Activity: Scan the entries below for the word "linejoin" and copy every line where it turns up.

(Records for this exercise)

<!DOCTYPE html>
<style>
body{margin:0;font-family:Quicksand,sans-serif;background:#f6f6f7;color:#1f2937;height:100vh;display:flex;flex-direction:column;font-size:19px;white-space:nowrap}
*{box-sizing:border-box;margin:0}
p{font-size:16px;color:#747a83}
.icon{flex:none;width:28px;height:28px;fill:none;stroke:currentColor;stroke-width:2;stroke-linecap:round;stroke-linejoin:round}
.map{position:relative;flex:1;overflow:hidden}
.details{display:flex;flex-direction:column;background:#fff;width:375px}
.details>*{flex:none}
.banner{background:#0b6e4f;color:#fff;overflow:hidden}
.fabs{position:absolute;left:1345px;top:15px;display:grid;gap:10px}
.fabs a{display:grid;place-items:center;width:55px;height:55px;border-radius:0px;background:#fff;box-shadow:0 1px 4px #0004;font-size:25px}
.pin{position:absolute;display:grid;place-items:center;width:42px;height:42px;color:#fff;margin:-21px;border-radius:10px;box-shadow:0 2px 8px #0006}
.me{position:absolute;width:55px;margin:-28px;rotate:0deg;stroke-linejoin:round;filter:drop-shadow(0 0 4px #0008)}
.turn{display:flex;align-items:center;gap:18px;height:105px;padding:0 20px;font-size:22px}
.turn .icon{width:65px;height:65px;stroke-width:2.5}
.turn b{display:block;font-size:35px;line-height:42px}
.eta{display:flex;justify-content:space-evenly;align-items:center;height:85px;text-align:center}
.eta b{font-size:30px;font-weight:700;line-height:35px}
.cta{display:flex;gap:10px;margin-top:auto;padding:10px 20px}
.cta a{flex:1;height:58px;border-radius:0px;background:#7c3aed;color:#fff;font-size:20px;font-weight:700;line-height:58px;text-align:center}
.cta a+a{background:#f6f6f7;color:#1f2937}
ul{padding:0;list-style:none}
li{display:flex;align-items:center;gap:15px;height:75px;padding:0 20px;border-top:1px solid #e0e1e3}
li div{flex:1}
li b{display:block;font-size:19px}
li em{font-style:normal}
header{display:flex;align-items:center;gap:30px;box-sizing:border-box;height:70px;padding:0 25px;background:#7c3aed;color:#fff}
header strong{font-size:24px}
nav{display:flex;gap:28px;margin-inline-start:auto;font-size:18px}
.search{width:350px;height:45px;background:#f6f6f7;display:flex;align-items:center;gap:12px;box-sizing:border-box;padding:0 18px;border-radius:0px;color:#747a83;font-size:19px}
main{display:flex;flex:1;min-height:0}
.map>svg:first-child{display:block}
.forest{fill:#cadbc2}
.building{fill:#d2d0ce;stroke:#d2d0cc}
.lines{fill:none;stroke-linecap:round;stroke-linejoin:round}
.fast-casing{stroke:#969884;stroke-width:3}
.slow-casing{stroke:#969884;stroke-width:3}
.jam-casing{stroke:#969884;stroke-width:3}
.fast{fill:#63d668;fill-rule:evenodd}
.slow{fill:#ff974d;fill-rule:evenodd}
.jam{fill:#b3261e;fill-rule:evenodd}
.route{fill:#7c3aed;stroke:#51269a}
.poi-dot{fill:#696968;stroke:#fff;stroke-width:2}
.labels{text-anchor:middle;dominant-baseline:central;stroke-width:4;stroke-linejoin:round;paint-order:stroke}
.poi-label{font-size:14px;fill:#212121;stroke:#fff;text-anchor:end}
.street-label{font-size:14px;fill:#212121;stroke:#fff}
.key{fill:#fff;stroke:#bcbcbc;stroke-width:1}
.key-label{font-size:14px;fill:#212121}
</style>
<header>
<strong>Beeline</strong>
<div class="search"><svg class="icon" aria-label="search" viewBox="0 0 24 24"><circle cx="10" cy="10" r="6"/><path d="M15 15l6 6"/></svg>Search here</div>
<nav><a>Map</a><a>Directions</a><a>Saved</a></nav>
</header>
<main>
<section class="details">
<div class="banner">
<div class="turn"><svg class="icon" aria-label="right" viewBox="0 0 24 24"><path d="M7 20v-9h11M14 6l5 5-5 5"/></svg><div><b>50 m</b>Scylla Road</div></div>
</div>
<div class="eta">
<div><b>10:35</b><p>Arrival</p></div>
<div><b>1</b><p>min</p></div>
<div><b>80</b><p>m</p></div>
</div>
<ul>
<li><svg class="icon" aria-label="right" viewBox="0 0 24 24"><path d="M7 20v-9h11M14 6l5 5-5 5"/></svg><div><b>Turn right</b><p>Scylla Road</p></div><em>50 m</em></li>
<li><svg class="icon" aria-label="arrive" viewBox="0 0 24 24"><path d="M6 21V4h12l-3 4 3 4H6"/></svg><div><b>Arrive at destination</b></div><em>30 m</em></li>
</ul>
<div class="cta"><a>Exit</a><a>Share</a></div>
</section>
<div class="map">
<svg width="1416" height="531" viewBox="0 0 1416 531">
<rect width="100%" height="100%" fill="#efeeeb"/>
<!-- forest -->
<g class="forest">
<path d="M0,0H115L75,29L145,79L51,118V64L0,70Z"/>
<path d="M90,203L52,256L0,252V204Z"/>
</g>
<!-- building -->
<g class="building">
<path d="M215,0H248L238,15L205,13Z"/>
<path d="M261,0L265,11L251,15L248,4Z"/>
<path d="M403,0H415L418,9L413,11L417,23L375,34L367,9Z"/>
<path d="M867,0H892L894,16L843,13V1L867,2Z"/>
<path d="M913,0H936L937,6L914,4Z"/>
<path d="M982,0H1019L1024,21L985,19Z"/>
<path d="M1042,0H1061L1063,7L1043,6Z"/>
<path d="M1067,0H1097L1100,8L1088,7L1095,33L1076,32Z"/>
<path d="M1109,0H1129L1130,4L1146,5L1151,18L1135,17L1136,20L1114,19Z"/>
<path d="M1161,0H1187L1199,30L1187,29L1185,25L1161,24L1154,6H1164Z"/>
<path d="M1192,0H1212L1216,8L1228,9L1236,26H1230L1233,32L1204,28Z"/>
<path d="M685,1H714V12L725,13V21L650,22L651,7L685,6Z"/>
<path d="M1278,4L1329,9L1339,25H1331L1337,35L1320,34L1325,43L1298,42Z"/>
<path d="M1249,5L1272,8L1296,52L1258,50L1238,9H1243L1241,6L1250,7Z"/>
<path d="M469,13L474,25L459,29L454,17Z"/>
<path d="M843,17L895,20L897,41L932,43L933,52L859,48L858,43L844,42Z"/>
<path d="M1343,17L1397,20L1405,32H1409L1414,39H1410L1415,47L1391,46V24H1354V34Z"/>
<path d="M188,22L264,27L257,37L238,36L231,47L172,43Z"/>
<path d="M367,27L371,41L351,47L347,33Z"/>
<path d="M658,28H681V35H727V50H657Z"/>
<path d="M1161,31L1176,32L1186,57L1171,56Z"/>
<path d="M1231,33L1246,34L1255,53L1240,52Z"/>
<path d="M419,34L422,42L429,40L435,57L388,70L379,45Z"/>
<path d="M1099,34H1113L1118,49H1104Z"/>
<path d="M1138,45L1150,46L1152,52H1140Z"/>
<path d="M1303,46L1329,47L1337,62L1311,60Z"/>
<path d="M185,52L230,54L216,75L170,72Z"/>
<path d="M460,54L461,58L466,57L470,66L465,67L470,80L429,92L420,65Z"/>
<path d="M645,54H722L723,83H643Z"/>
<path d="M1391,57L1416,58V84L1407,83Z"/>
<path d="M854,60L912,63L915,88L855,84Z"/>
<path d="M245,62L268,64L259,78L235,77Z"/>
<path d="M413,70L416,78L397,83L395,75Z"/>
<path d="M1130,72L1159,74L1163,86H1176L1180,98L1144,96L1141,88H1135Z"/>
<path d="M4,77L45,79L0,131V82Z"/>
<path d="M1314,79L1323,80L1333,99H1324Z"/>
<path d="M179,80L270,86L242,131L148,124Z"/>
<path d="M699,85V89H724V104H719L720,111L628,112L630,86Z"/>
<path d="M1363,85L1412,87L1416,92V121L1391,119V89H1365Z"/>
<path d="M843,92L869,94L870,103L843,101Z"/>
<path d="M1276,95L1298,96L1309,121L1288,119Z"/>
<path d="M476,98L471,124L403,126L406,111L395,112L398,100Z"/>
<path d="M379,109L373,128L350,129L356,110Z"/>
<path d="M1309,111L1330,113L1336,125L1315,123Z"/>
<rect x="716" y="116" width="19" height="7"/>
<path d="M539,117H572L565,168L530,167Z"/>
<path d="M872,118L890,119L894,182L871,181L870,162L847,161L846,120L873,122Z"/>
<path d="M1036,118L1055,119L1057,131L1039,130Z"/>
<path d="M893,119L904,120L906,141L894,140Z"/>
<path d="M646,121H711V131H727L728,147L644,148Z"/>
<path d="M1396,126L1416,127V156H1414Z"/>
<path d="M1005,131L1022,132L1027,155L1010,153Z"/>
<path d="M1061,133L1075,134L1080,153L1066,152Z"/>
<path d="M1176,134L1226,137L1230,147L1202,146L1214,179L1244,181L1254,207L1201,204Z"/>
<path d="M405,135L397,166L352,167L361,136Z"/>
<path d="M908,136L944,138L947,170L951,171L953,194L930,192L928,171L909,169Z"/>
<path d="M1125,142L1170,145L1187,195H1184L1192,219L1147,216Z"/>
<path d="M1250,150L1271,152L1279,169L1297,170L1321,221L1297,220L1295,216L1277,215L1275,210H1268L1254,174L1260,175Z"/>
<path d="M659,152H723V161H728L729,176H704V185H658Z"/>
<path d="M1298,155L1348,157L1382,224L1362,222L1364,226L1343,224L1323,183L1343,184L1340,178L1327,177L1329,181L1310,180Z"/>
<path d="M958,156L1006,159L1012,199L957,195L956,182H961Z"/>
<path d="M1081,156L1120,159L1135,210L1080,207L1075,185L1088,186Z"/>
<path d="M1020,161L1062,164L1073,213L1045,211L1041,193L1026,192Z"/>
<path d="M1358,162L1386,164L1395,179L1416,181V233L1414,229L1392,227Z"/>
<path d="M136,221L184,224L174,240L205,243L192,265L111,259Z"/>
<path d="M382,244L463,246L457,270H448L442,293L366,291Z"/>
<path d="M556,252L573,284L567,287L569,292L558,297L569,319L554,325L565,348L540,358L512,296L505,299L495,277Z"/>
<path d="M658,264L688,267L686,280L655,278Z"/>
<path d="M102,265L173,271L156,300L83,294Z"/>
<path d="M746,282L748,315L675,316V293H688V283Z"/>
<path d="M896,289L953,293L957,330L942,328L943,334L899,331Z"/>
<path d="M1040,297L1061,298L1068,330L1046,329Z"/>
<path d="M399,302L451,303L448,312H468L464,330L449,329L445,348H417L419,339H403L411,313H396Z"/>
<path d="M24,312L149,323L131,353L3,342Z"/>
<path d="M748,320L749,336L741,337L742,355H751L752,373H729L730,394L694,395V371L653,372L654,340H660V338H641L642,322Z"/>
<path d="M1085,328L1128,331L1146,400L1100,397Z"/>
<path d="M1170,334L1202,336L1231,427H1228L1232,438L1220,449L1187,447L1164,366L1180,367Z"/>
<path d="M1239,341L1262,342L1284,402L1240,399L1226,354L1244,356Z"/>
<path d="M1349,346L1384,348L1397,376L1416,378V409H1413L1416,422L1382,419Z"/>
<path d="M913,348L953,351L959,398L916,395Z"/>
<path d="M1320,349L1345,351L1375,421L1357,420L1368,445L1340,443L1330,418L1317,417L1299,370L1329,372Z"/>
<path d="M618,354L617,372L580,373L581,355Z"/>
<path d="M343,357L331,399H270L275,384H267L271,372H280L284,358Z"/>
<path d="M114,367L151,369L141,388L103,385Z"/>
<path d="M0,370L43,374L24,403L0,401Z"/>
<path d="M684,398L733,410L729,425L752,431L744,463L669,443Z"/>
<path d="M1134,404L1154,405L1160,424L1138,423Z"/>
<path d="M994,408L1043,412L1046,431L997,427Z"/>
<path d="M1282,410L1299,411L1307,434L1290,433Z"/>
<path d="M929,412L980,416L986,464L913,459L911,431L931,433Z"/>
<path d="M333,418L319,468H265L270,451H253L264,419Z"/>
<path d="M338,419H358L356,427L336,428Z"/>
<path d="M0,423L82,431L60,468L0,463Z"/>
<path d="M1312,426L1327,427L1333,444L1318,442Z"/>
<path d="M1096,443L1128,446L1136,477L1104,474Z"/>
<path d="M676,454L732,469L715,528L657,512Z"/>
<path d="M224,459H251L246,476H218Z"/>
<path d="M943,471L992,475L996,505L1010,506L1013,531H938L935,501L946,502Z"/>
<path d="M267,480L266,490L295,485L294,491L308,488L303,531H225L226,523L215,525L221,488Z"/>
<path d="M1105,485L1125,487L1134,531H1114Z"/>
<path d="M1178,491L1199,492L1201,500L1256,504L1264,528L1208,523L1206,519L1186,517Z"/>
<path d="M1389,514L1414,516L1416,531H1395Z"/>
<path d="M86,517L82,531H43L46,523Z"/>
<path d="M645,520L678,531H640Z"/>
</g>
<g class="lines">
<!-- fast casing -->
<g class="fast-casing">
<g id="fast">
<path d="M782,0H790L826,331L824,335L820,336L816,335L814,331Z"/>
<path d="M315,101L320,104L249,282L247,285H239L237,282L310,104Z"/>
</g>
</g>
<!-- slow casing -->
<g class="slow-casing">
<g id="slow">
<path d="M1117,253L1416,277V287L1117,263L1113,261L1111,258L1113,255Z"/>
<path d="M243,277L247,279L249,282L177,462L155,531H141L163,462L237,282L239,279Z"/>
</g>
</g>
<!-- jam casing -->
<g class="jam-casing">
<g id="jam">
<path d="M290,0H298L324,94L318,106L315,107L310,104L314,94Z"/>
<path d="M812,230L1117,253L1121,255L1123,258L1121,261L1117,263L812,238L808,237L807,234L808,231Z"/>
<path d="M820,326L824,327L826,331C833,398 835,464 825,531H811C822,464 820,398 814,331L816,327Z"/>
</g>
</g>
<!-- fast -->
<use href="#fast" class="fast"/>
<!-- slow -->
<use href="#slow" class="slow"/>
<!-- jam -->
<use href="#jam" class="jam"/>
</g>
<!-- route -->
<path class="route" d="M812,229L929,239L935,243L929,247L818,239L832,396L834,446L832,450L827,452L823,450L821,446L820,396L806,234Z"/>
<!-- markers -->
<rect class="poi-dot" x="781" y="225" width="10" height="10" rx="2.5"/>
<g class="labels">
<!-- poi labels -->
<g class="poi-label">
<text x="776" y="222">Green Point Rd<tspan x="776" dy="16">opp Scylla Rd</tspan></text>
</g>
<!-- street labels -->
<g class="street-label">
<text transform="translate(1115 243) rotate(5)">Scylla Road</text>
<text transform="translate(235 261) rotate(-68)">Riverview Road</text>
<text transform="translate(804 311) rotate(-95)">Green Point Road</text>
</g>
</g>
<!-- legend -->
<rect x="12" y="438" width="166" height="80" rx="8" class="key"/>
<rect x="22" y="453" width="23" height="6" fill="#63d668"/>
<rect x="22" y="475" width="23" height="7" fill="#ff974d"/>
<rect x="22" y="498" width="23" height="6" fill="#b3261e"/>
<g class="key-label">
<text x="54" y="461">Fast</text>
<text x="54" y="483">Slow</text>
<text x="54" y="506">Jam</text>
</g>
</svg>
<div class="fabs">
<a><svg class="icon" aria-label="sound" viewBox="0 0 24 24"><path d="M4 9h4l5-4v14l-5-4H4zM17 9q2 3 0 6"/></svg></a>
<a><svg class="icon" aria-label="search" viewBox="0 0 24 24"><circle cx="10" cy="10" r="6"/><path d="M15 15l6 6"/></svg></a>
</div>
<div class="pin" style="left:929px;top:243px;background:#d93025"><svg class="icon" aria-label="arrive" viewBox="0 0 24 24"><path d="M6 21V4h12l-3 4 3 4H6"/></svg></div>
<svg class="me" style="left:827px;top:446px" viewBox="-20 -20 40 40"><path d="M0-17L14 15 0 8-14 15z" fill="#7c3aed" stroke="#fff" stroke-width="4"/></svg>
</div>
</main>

(End Records for this exercise)

Response to this task:
.icon{flex:none;width:28px;height:28px;fill:none;stroke:currentColor;stroke-width:2;stroke-linecap:round;stroke-linejoin:round}
.me{position:absolute;width:55px;margin:-28px;rotate:0deg;stroke-linejoin:round;filter:drop-shadow(0 0 4px #0008)}
.lines{fill:none;stroke-linecap:round;stroke-linejoin:round}
.labels{text-anchor:middle;dominant-baseline:central;stroke-width:4;stroke-linejoin:round;paint-order:stroke}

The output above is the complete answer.